▶ **TASK BRIEF**:
Skip the pictures and copy all the data that follows exactly.

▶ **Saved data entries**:

----

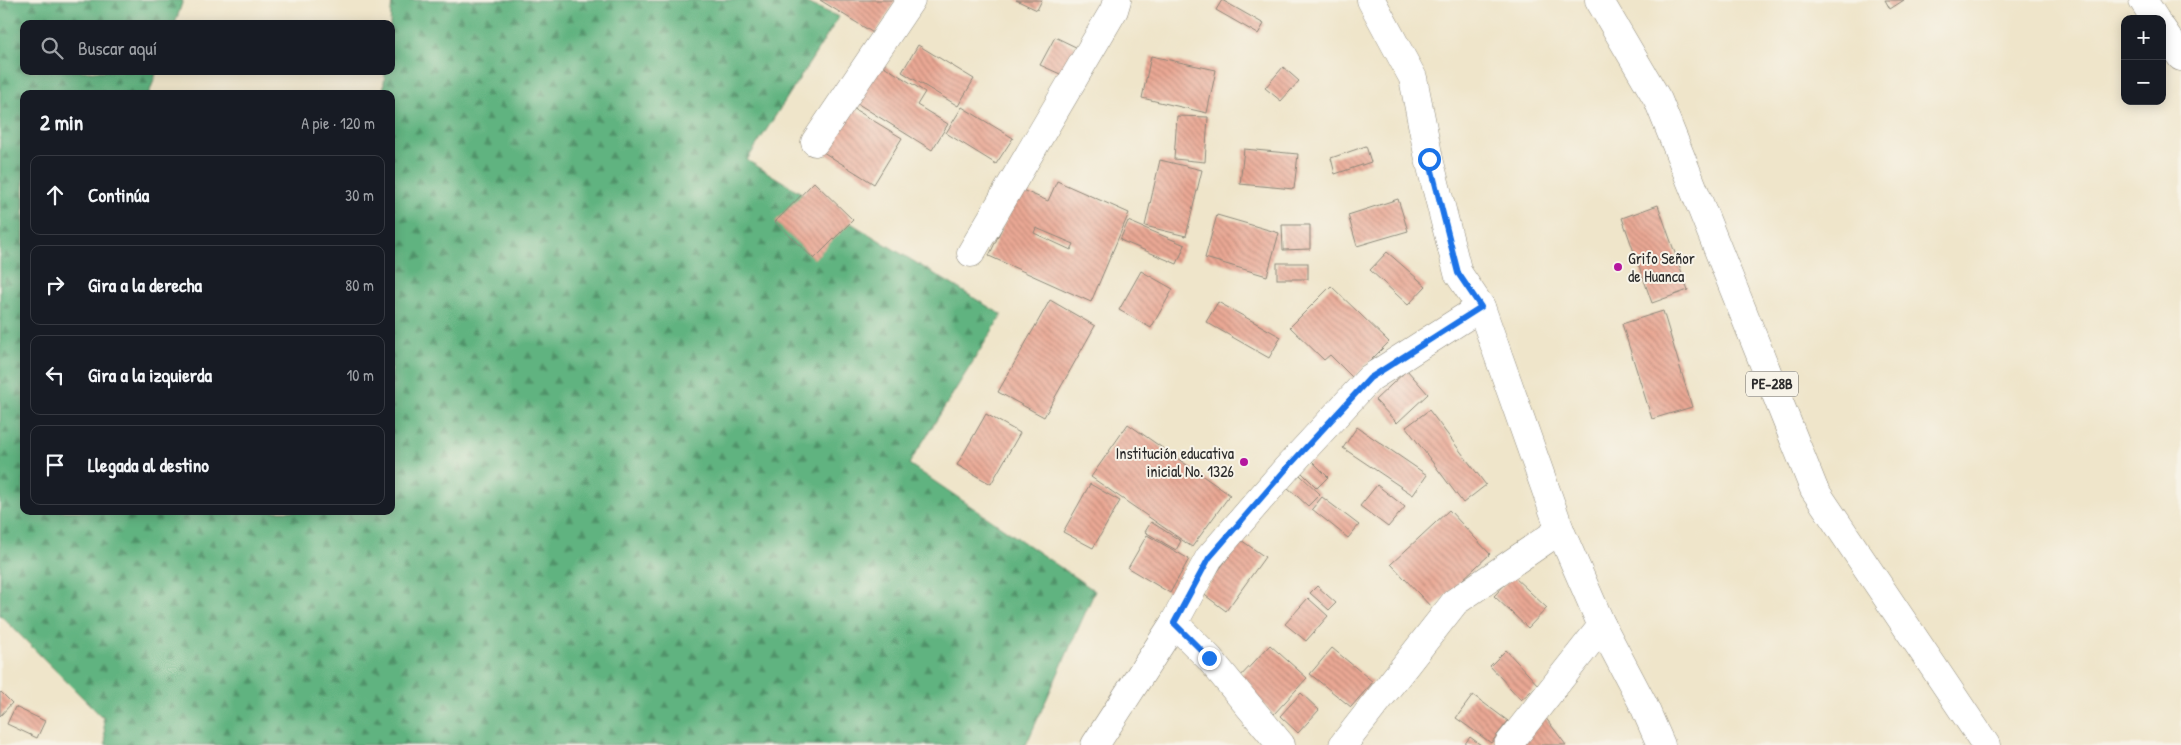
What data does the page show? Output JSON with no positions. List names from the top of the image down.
{
  "streets": {
    "main road": ["PE-28B"]
  },
  "places": ["Grifo Señor de Huanca", "Institución educativa inicial No. 1326"],
  "page": {
    "map_buttons": ["+", "−"],
    "search": "Buscar aquí",
    "heading": ["2 min", "A pie · 120 m"],
    "list": [
      ["Continúa", "30 m"],
      ["Gira a la derecha", "80 m"],
      ["Gira a la izquierda", "10 m"],
      "Llegada al destino"
    ]
  }
}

----

▶ **TASK ANSWER**:
What data does the page show? Output JSON with no positions. List names from the top of the image down.
{
  "streets": {
    "main road": ["PE-28B"]
  },
  "places": ["Grifo Señor de Huanca", "Institución educativa inicial No. 1326"],
  "page": {
    "map_buttons": ["+", "−"],
    "search": "Buscar aquí",
    "heading": ["2 min", "A pie · 120 m"],
    "list": [
      ["Continúa", "30 m"],
      ["Gira a la derecha", "80 m"],
      ["Gira a la izquierda", "10 m"],
      "Llegada al destino"
    ]
  }
}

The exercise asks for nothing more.